* [EXERCISE GOAL]: What must be returned is the number of lines in the records holding the word "Parc", with no other text.

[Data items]
----------
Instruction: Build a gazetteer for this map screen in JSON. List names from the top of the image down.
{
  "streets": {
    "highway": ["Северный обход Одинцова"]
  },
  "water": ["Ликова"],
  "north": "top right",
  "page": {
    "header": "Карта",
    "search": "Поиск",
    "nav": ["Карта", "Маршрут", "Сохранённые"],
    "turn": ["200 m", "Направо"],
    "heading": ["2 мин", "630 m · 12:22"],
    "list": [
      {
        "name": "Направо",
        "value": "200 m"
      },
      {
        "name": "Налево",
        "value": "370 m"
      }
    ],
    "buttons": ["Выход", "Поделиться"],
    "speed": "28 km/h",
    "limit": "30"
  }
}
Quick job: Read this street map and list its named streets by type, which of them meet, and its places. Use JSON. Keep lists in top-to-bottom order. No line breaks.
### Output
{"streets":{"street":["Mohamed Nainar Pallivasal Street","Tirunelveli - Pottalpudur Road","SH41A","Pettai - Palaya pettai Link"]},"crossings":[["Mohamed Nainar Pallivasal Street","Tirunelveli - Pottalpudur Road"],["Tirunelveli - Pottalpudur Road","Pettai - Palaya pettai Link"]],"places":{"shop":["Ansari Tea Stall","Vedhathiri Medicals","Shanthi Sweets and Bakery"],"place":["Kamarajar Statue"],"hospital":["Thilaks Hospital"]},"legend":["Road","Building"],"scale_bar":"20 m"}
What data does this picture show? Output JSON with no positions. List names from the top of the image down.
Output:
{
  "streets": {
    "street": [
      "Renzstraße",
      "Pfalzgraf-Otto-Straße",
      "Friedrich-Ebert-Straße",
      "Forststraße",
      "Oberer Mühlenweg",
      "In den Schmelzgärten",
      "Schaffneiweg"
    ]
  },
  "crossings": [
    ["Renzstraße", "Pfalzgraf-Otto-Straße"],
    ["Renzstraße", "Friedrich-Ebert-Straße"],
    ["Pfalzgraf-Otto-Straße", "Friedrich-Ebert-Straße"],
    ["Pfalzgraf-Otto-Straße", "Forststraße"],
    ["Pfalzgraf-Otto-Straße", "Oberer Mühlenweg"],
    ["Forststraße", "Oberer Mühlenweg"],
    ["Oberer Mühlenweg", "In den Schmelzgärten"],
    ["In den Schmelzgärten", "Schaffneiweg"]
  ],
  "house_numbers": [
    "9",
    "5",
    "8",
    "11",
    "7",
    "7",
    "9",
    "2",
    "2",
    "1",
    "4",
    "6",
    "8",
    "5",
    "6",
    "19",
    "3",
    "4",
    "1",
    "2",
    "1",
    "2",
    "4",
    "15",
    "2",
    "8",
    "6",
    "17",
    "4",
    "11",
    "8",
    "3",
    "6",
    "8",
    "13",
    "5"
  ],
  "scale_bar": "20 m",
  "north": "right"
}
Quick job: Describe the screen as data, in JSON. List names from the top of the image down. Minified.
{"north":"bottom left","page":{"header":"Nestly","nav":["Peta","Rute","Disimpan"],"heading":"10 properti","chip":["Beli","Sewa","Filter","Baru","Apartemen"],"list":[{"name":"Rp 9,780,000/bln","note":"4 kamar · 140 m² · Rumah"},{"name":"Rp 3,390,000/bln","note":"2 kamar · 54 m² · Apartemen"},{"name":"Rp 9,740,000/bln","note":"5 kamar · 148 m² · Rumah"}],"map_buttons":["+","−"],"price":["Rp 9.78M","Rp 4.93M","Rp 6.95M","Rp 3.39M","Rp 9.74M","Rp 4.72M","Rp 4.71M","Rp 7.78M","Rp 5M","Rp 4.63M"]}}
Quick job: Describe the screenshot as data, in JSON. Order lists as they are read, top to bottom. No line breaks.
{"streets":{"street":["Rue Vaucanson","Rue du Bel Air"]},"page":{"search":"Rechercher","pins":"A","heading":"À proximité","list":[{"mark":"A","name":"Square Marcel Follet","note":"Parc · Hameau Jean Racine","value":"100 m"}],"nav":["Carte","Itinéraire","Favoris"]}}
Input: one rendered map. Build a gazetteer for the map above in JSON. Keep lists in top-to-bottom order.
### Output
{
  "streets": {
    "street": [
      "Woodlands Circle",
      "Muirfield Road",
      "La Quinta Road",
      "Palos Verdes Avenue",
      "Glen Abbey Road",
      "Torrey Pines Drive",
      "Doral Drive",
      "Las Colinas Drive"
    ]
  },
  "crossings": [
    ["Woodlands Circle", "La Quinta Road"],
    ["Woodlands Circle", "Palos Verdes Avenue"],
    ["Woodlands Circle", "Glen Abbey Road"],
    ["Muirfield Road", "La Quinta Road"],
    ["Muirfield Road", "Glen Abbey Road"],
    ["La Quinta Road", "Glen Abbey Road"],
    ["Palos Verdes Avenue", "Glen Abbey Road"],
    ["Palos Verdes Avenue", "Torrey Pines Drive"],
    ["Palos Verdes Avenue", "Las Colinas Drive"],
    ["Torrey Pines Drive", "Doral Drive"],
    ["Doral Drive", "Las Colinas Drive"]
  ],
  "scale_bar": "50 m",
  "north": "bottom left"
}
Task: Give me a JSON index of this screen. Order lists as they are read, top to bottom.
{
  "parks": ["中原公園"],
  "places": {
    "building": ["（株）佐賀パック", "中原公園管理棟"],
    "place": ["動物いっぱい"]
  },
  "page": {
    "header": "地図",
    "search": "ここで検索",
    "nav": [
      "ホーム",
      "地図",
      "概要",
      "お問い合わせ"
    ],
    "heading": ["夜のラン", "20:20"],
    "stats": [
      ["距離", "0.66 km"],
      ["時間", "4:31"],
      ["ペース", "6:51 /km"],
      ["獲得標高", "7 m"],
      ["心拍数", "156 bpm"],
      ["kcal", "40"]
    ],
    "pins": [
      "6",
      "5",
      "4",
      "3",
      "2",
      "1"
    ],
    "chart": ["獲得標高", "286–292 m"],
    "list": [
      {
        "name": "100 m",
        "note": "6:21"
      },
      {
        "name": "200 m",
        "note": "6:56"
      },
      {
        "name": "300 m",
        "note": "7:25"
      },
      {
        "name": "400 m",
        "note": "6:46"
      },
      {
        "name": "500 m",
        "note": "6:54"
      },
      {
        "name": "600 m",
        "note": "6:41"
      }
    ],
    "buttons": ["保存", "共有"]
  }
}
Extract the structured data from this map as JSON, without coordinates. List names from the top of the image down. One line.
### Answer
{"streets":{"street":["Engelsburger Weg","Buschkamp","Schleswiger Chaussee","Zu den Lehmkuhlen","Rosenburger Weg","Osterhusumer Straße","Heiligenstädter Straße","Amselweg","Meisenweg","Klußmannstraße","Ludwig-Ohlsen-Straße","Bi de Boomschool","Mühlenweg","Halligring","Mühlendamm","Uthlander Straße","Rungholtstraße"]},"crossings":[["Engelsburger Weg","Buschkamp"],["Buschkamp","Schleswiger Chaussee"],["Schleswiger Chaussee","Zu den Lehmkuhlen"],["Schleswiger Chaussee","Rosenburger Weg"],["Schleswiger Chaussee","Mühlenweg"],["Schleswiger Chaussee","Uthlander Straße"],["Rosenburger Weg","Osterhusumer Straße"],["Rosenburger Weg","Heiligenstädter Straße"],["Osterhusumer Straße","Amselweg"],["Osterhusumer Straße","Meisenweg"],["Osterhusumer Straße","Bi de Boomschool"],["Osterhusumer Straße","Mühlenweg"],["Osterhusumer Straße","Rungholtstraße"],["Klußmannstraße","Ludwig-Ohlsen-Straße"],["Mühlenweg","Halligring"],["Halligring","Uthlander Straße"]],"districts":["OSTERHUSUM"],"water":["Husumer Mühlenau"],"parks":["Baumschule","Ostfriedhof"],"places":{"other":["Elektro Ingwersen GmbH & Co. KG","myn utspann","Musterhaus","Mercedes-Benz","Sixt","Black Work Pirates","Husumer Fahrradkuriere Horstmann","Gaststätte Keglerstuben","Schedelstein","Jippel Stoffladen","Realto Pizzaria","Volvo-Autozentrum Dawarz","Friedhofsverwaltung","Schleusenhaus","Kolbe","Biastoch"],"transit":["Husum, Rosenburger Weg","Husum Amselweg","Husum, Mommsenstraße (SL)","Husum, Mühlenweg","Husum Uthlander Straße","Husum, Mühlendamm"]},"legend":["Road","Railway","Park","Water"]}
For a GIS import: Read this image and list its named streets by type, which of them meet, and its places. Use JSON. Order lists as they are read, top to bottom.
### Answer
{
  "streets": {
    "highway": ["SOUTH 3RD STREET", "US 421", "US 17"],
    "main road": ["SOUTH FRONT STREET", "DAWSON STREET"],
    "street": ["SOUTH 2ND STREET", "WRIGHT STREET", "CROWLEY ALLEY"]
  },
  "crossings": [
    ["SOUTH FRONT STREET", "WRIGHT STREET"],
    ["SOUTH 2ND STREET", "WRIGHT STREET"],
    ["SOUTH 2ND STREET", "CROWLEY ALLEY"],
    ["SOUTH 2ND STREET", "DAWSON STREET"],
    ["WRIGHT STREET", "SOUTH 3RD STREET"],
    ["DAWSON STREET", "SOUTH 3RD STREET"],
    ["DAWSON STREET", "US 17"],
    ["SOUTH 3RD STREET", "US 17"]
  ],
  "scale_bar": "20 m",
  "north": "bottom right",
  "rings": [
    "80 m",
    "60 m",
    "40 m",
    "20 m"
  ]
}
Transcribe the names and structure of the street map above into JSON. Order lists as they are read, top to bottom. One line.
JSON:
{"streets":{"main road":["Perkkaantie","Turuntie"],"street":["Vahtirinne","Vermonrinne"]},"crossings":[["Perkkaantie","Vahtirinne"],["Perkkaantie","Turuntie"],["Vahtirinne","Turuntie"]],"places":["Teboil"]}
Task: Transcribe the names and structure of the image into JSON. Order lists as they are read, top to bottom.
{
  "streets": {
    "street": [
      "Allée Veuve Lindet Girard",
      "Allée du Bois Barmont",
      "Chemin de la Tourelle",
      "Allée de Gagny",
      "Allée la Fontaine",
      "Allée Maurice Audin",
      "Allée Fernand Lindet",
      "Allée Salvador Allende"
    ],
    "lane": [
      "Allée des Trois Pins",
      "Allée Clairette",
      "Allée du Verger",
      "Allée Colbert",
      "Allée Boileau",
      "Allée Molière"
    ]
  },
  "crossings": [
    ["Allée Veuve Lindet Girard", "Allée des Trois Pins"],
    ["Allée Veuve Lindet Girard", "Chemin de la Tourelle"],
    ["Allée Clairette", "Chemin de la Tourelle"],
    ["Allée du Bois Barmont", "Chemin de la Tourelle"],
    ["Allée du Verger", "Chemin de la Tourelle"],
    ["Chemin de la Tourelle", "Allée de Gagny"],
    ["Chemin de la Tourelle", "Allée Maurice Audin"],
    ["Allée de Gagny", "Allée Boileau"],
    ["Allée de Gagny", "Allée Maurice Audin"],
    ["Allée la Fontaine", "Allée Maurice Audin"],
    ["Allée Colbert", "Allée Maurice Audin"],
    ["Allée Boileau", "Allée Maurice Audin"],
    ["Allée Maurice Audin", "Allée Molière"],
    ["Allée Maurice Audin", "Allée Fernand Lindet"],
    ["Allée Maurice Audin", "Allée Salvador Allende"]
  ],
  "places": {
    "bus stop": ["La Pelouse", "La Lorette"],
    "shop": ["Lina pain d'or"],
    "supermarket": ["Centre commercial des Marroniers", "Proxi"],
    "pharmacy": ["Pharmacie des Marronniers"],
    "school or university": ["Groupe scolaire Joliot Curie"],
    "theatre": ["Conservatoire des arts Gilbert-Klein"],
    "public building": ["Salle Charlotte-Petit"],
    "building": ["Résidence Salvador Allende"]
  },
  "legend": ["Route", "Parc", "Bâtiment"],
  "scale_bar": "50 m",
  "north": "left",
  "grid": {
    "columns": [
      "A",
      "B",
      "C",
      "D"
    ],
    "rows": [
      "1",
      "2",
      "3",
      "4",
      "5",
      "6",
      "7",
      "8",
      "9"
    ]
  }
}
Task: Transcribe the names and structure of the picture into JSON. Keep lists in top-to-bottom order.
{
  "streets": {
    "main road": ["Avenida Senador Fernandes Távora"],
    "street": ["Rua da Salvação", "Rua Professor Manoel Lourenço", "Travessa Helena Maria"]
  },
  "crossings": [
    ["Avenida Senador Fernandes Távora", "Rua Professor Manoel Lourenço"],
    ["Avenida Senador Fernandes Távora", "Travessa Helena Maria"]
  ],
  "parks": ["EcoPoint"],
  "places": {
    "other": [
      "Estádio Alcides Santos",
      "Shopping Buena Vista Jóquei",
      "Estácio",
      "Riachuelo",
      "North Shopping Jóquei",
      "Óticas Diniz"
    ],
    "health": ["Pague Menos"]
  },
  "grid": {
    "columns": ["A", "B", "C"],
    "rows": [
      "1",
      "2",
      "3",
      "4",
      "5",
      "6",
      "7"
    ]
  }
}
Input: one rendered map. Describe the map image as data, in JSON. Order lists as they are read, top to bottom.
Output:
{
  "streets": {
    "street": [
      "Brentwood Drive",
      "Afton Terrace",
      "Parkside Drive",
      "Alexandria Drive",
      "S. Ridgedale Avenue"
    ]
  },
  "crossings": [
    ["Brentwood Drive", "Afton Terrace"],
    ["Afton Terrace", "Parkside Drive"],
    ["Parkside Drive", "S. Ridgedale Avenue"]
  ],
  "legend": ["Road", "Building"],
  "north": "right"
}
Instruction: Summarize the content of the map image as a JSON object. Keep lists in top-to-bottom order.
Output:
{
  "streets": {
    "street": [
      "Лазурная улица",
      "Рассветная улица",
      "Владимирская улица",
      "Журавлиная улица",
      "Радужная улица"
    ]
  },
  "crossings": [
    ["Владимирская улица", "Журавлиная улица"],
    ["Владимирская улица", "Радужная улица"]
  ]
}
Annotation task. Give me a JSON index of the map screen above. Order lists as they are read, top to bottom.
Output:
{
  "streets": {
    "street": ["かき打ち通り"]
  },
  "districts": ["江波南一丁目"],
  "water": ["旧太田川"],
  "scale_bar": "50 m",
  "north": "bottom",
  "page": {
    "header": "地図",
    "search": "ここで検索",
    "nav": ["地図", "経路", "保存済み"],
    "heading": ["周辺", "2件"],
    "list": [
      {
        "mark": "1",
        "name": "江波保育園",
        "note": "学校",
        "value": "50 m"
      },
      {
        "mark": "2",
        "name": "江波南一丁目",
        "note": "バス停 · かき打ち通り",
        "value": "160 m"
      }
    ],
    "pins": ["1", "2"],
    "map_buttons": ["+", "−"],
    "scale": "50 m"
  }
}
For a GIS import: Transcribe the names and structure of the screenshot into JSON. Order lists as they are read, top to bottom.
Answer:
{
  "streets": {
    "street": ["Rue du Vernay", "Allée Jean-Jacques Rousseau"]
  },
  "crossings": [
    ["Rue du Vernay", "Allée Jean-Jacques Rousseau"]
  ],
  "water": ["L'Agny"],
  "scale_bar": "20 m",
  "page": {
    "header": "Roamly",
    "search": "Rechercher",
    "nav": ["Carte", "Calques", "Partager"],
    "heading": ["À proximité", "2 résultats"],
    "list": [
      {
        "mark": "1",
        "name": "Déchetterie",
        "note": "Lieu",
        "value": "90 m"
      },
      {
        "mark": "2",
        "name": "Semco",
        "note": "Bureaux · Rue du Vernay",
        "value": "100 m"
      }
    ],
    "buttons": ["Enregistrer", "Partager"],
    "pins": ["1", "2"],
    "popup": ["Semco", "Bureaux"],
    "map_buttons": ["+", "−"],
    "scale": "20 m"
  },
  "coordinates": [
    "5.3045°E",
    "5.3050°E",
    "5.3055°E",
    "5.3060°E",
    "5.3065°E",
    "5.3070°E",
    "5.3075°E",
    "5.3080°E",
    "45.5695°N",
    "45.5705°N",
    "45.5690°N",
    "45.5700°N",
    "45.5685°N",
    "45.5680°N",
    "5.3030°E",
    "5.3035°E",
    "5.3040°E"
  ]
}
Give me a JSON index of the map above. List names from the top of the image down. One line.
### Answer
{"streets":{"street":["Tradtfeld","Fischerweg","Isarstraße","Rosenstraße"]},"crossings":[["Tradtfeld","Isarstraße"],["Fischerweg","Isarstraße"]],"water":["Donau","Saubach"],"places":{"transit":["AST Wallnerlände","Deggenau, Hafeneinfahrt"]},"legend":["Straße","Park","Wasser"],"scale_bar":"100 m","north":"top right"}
----------
* [ANSWER FOR THE TASK]: 2